Bachelor’s student Mercy Robinson has never shied away from sharing her faith. But after returning from a two-month mission trip to a Serbian college town, she says she is more passionate than ever about evangelism and discipleship. “I’m determined to use what I’ve learned over the summer,” she says. “I was convicted and realized that something needed to change.”

On her daily prayer-walks in the city, Robinson asked God to place people in her path with whom she could share the Gospel. God answered those prayers, leading her to meet numerous people who were receptive to the Gospel message. Quick friendships were formed with many of the young women Robinson encountered, and as they met for English classes or for meals, conversations inevitably turned to the Gospel.

In sharing the Gospel through her own testimony, three students made the decision to follow Christ. The first was Sandra, a girl who was fearful that her anti-religious father would be angered by her conversion but chose to surrender to Christ’s lordship anyway. The second, Lena, found freedom from deeply rooted sin and shame.

The third woman who became a believer was Maria. Like the majority of Serbians, she identified with the Eastern Orthodox Church, but she did not really know what she believed, nor did she have a personal relationship with Jesus Christ. Compelled by the message of the Gospel, she prayed to receive Christ and expressed a realization of her previous attitude toward religion. “I learned how to believe in Jesus the right way,” she told Robinson.

In the remaining time Robinson had with Maria, she tried to meet with her frequently for discipleship, urging Maria to share the Gospel with her mother. Although hesitant at first, Maria finally shared, and her mother responded to the Gospel message and gave her life to the Lord as well.

The following Sunday, Maria pleaded with the members of her church to be passionate about sharing the Gospel. “I shared with my mother, and she became a believer,” she said. “You have to go and share. You guys are underestimating the power of God.”

The entire experience, Robinson explains, reminded her of the importance of sharing with unbelievers, but also encouraging and challenging believers to do the same. “These are things I was taught,” Robinson says. “They were passed on to me, I passed them on to Maria, and now she is applying and passing on to other people.”

About a month before Robinson returned to the United States, she met Sofia, a quiet and reserved college student. Sofia also grew up in the Eastern Orthodox tradition, but when pressed about it, she said, “I honestly find it a bit pointless. You cannot understand anything the priest says, and it feels empty. I feel empty when I am there.”

Although skeptical, Sofia and her brother accepted Robinson’s invitation to attend a church service led by a local missionary. Sofia later expressed an interesting observation of the Christians she met that day: “You Christians love so well.”

The church members’ behavior was new and curious, nothing like she had ever witnessed before. Sofia later wrote in a letter, “What I have observed from you Christians is that you all love each other so well. It is obvious to me that it is not your love; it is God’s love. You are all unified by this love and this God.”

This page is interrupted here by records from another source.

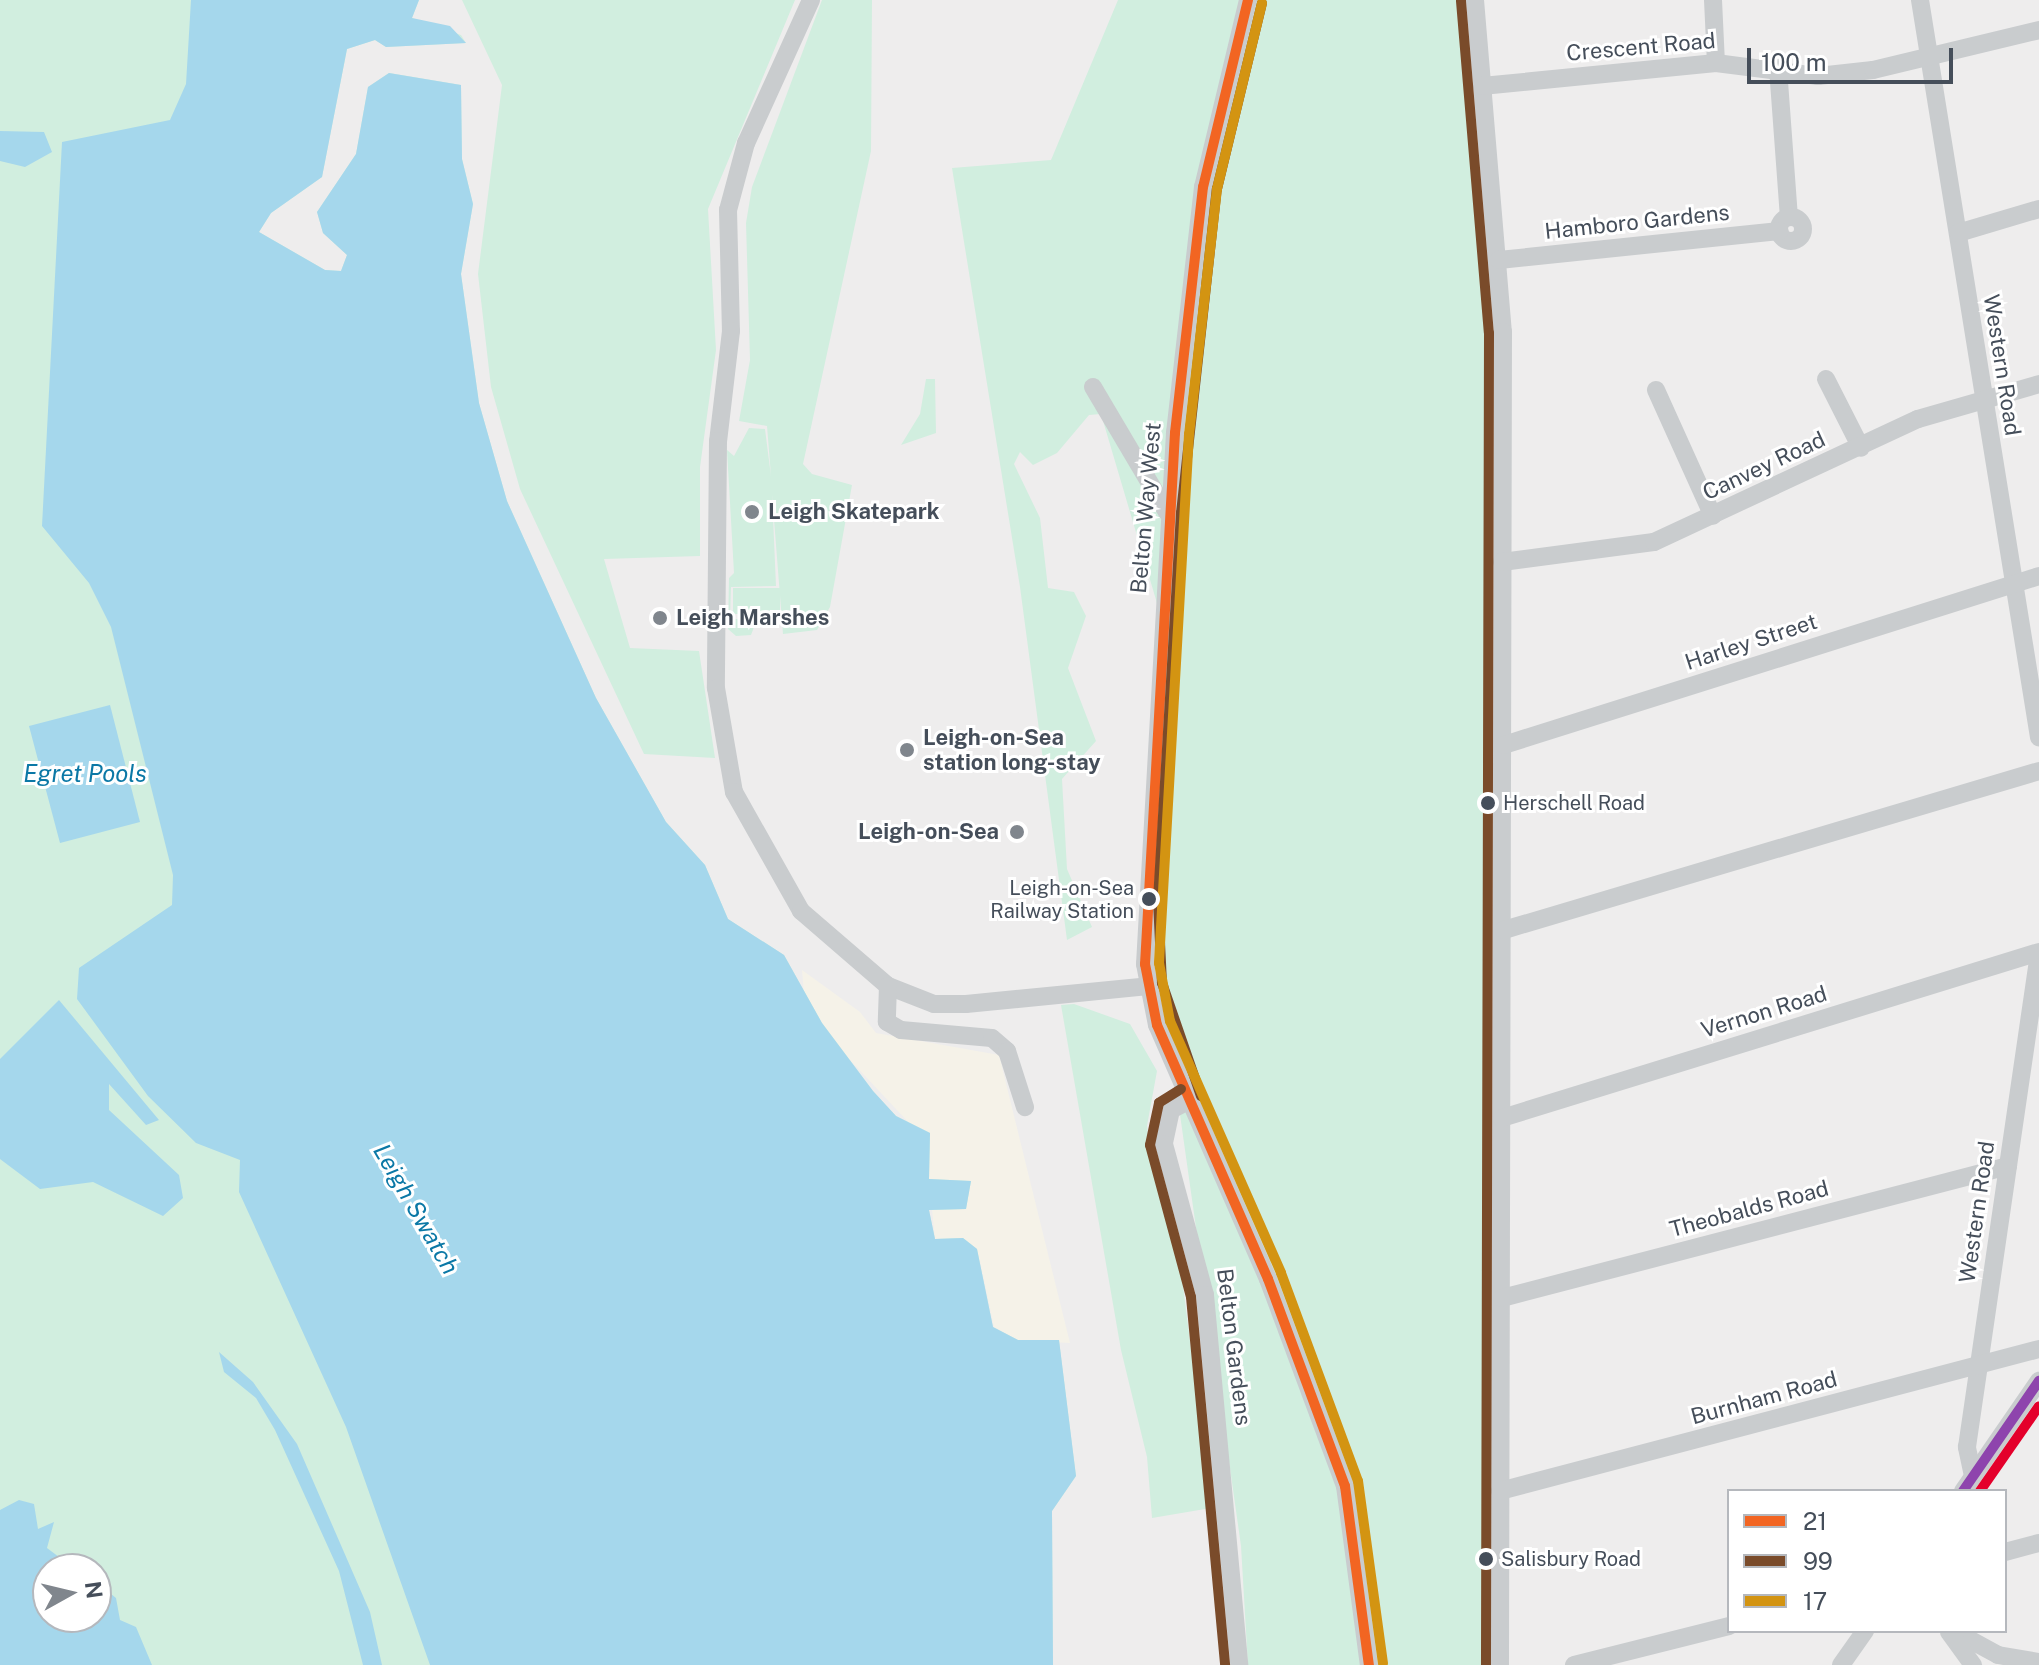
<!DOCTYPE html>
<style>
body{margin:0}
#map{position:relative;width:2039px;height:1665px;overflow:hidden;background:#eeeded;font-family:"Public Sans",sans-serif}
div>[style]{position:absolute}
.commercial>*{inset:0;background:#f5f2e8}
.green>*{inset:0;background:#d1eedf}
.water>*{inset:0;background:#a5d7ec}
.minor>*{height:18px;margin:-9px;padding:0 9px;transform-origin:9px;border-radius:9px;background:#c9ccce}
.minor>.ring{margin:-9px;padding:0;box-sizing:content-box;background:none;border:18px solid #c9ccce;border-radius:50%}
.bus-1>*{height:10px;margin:-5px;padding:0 5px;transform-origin:5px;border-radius:5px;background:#f26522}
.bus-2>*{height:10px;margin:-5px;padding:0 5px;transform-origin:5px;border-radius:5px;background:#7a4b2a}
.bus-3>*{height:10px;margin:-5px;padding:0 5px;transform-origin:5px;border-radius:5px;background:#d39412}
.bus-4>*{height:10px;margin:-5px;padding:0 5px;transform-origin:5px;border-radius:5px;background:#8e44ad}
.bus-5>*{height:10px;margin:-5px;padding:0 5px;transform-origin:5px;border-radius:5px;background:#e4002b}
.dots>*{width:22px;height:22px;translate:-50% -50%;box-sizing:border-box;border:4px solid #fff;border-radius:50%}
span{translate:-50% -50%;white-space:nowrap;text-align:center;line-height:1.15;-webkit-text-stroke:6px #fff;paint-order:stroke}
.bus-label{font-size:20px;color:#454e5a}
.left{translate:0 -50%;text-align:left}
.right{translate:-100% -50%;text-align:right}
.street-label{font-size:22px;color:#454e5a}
.poi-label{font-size:22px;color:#454e5a;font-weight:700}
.water-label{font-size:24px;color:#0b78a6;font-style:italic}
.legend{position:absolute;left:1727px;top:1489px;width:280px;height:144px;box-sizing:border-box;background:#fff;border:2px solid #b5b8bd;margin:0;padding:10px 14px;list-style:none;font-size:24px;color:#454e5a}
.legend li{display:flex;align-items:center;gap:16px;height:40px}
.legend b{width:40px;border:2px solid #b5b8bd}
.north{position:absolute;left:32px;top:1553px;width:80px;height:80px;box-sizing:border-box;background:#fff;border:2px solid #b5b8bd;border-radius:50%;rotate:82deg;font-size:22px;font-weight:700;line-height:32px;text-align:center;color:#454e5a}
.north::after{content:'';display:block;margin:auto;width:28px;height:36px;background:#80868d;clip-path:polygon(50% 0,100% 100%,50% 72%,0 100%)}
.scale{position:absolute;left:1747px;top:48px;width:206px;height:36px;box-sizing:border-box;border:4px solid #454e5a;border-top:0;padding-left:10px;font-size:24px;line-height:28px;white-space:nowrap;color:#454e5a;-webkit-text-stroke:6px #fff;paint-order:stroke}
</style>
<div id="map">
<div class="commercial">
<i style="clip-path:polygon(802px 970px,860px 1012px,876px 1033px,999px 1055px,1070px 1343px,1018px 1340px,994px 1327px,980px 1261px,963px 1238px,935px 1239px,929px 1179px,911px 1125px,836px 1045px,804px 994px)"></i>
</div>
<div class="green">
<i style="clip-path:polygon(evenodd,0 0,419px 0,412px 18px,461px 35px,466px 43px,386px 47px,375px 40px,347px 49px,322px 177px,271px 213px,259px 232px,325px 270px,341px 271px,347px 255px,323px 233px,317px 212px,356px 154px,368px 87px,389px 73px,461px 85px,462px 159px,473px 204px,461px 274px,479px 403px,507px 501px,596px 698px,666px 822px,705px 865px,728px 919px,784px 955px,822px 1023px,873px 1091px,896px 1116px,930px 1133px,929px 1179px,971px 1181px,966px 1209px,929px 1210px,935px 1239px,963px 1238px,977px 1249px,993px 1327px,1018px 1340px,1059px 1340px,1076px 1476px,1052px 1511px,1053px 1665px,0 1665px,0 0,48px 1569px,96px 1569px,96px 1617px,48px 1617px,48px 1569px)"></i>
<i style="clip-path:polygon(462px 0,795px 0,708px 209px,716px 350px,700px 467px,700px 556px,604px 559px,630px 648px,699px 651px,715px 758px,644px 754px,520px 489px,491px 387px,478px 274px,502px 85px)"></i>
<i style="clip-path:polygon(822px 0,872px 0,871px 151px,803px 464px,812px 474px,852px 485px,830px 607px,817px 630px,783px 634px,772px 494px,776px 586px,731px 587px,730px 618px,756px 622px,751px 635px,736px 636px,728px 629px,729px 578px,734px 573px,727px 450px,734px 456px,749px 428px,765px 429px,771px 476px,767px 426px,739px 421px,750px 360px,746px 223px,752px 187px)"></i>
<i style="clip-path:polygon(1118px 0,1463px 0,1492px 372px,1491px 1665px,1248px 1665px,1241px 1546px,1159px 966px,1154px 892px,1167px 637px,1101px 414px,1089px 415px,1057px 453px,1033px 465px,1020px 452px,1014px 464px,1040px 518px,1048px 588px,1074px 592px,1086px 616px,1068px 668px,1096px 741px,1062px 779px,1067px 869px,1092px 927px,1067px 940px,1020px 587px,952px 168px,1051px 160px)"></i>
<i style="clip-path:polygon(926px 379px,935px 379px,936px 433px,901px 445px,920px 414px)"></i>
<i style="clip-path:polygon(733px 588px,780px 588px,780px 614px,733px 614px)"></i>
<i style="clip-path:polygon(1074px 1004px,1130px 1024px,1157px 1071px,1147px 1126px,1152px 1170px,1181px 1270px,1211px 1508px,1152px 1518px,1147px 1457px,1121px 1350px,1061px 1005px)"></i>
</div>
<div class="water">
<i style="clip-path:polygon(191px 0,419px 0,412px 18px,450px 26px,466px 43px,386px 47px,375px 40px,347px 49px,322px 177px,271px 213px,259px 232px,325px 270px,341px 271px,347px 255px,323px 233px,317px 212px,356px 154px,368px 87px,389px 73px,461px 85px,462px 159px,473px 204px,461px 274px,479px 403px,507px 501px,596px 698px,666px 822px,705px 865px,728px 919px,784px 955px,822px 1023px,873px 1091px,896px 1116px,930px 1133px,929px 1179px,971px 1181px,966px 1209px,929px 1210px,935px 1239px,963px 1238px,977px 1249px,993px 1327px,1018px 1340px,1059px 1340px,1076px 1476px,1052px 1511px,1053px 1665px,430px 1665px,346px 1427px,239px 1192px,240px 1160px,196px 1143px,148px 1096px,77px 999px,79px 968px,172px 905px,173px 875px,111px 627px,89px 583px,42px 526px,62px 142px,170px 120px,186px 84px)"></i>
<i style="clip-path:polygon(0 131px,44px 132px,52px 152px,25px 167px,0 161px)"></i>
<i style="clip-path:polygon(110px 705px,140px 822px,60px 843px,29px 726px)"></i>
<i style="clip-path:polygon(59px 1000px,159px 1120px,146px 1125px,109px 1084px,109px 1110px,179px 1175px,183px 1198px,163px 1216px,93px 1182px,40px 1189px,0 1159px,0 1059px)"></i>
<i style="clip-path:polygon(219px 1352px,253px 1382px,297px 1444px,370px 1612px,382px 1665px,363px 1665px,339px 1571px,275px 1430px,256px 1398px,224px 1372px)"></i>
<i style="clip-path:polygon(19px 1500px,34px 1504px,38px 1529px,54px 1522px,47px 1548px,75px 1569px,48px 1569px,48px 1617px,96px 1617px,96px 1582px,116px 1598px,120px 1620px,136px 1627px,152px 1665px,0 1665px,0 1510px)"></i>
</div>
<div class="minor">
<i style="left:811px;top:0;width:157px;rotate:114.4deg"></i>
<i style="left:746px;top:143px;width:69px;rotate:105deg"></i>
<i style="left:728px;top:210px;width:121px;rotate:88.6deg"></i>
<i style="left:731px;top:331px;width:111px;rotate:96.7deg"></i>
<i style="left:718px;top:441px;width:247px;rotate:90.5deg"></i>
<i style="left:716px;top:688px;width:106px;rotate:80.2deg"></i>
<i style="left:734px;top:792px;width:137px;rotate:60.6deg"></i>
<i style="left:801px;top:911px;width:115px;rotate:40.8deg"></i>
<i style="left:888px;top:986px;width:49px;rotate:21.4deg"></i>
<i style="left:934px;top:1004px;width:32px"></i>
<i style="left:966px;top:1004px;width:183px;rotate:-5.6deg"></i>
<i style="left:1248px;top:0;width:192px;rotate:103.5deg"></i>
<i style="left:1203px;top:187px;width:248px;rotate:96.5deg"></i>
<i style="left:1175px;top:433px;width:532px;rotate:93.23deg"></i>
<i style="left:1145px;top:964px;width:62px;rotate:78.9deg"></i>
<i style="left:1157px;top:1025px;width:277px;rotate:66.4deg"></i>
<i style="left:1268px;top:1279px;width:221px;rotate:69.6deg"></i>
<i style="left:1345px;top:1486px;width:181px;rotate:82.4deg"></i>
<i style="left:1475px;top:0;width:333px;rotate:85.2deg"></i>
<i style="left:1503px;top:332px;width:1333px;rotate:90.13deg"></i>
<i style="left:1713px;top:0;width:63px;rotate:87.3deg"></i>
<i style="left:1920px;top:0;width:747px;rotate:80.83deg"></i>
<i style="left:1778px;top:68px;width:149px;rotate:85.8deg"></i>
<i style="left:1482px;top:86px;width:235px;rotate:-5.6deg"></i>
<i style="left:1716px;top:63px;width:103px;rotate:7.3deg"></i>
<i style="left:1818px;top:76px;width:55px;rotate:-6.2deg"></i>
<i style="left:1873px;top:70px;width:171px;rotate:-13.5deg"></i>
<i class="ring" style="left:1779px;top:217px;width:6px;height:6px"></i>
<i style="left:1958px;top:233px;width:84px;rotate:-16.5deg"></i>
<i style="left:1499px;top:260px;width:282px;rotate:-5.9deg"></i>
<i style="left:1826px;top:379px;width:77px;rotate:63.1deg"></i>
<i style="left:1093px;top:387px;width:145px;rotate:59.4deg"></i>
<i style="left:1656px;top:390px;width:138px;rotate:65.7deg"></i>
<i style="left:1502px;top:562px;width:153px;rotate:-7.5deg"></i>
<i style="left:1654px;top:542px;width:291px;rotate:-25deg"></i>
<i style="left:1918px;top:419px;width:126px;rotate:-16.1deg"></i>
<i style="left:1504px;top:745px;width:561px;rotate:-17.53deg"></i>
<i style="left:1504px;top:930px;width:558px;rotate:-16.55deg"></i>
<i style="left:888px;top:986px;width:36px;rotate:92deg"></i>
<i style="left:887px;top:1022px;width:16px;rotate:30deg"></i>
<i style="left:901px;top:1030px;width:91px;rotate:5deg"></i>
<i style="left:992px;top:1038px;width:20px;rotate:41deg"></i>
<i style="left:1007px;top:1051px;width:59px;rotate:72.2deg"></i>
<i style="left:1188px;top:1101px;width:19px;rotate:152deg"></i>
<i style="left:1171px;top:1110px;width:35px;rotate:102deg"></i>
<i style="left:1164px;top:1144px;width:156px;rotate:74.8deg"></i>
<i style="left:1205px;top:1295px;width:372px;rotate:84.7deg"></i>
<i style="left:1502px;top:1118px;width:562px;rotate:-17.18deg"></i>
<i style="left:1502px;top:1298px;width:523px;rotate:-14.62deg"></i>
<i style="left:1973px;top:1476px;width:30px;rotate:-102deg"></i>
<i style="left:1967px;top:1447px;width:499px;rotate:-81.7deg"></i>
<i style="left:1500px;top:1491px;width:557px;rotate:-14.76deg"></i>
<i style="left:1963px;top:1491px;width:134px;rotate:-55.4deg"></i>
<i style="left:2005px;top:1552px;width:35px;rotate:-15deg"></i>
<i style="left:1954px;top:1631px;width:50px;rotate:28.6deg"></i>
<i style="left:1998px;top:1655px;width:42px;rotate:9.7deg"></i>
<i style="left:1949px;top:1632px;width:41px;rotate:54deg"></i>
<i style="left:1574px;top:1665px;width:160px;rotate:-14.1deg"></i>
<i style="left:1841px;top:1665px;width:42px;rotate:-54.8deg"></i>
</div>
<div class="bus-1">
<i style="left:1248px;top:0;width:192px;rotate:103.5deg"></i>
<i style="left:1203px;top:187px;width:248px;rotate:96.5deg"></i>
<i style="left:1175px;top:433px;width:532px;rotate:93.23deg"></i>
<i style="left:1145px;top:964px;width:62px;rotate:78.9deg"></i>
<i style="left:1157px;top:1025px;width:277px;rotate:66.4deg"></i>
<i style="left:1268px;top:1279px;width:221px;rotate:69.6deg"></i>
<i style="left:1345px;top:1486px;width:181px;rotate:82.4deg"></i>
</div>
<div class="bus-2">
<i style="left:1461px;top:1px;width:333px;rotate:85.2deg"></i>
<i style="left:1489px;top:333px;width:1332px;rotate:90.13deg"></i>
<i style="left:1181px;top:1089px;width:26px;rotate:148deg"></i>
<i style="left:1159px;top:1103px;width:43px;rotate:102.1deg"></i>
<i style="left:1150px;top:1145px;width:157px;rotate:74.9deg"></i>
<i style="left:1191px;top:1297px;width:370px;rotate:84.7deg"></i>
<i style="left:1201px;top:1096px;width:120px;rotate:-109deg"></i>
<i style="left:1162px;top:983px;width:83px;rotate:-92.8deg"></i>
<i style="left:1158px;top:900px;width:388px;rotate:-86.6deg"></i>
<i style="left:1181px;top:513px;width:326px;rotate:-83.7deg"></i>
<i style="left:1217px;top:189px;width:191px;rotate:-76.4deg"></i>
</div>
<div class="bus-3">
<i style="left:1262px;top:3px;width:191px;rotate:103.6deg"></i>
<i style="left:1217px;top:189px;width:247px;rotate:96.5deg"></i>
<i style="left:1189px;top:434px;width:530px;rotate:93.25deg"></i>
<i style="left:1159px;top:963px;width:59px;rotate:79.3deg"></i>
<i style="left:1170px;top:1021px;width:275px;rotate:66.2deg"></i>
<i style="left:1281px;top:1273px;width:222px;rotate:69.7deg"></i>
<i style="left:1358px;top:1481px;width:184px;rotate:82.2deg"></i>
</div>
<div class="bus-4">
<i style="left:1963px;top:1491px;width:134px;rotate:-55.4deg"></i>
</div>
<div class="bus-5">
<i style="left:1980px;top:1491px;width:103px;rotate:-55.2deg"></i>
</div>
<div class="dots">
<i style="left:752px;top:512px;background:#80868d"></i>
<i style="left:660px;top:618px;background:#80868d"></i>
<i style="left:907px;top:750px;background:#80868d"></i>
<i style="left:1488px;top:803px;background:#454e5a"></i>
<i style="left:1017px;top:832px;background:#80868d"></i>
<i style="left:1149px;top:899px;background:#454e5a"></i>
<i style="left:1486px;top:1559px;background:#454e5a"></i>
</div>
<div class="bus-label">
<span class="left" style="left:1503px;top:803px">Herschell Road</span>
<span class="right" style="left:1134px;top:900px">Leigh-on-Sea<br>Railway Station</span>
<span class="left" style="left:1501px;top:1559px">Salisbury Road</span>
</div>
<div class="street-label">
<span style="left:1641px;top:47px;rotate:-5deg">Crescent Road</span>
<span style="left:1637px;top:222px;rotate:-6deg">Hamboro Gardens</span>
<span style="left:2002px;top:365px;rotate:81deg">Western Road</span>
<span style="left:1764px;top:466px;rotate:-25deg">Canvey Road</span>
<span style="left:1146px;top:508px;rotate:-85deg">Belton Way West</span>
<span style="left:1751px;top:642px;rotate:-18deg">Harley Street</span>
<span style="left:1764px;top:1012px;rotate:-17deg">Vernon Road</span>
<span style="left:1749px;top:1209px;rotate:-15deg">Theobalds Road</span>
<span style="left:1977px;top:1212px;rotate:-82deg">Western Road</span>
<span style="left:1234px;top:1347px;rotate:83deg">Belton Gardens</span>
<span style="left:1764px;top:1398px;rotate:-15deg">Burnham Road</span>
</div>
<div class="poi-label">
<span class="left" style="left:768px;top:512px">Leigh Skatepark</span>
<span class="left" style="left:676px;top:618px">Leigh Marshes</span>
<span class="left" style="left:923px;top:750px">Leigh-on-Sea<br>station long-stay</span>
<span class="right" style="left:999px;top:832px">Leigh-on-Sea</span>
</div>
<div class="water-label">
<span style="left:85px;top:774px">Egret Pools</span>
<span style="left:416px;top:1209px;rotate:60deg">Leigh Swatch</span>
</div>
<ul class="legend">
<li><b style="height:10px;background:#f26522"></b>21</li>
<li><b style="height:10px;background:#7a4b2a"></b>99</li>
<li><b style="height:10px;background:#d39412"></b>17</li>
</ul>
<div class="north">N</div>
<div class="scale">100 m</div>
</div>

As missionaries follow up with Sofia and her brother, Robinson eagerly awaits the news of Sofia’s salvation and is confident that the Holy Spirit can work in even the most skeptical people. In a recent Bible study, Sofia said to the missionaries, “Pray for me. I am on my path to finding truth—I know you Christians have it.”

Returning to the United States and a normal routine for the fall semester, Robinson is reminded that whether in Serbia or in the communities of Fort Worth, there is always an opportunity to share. “My experience has challenged me to go deeper in my relationship with Christ so that I am better equipped and ready to share with others,” she explains. “I want to be intentional with every person I meet. People’s souls are on the line.”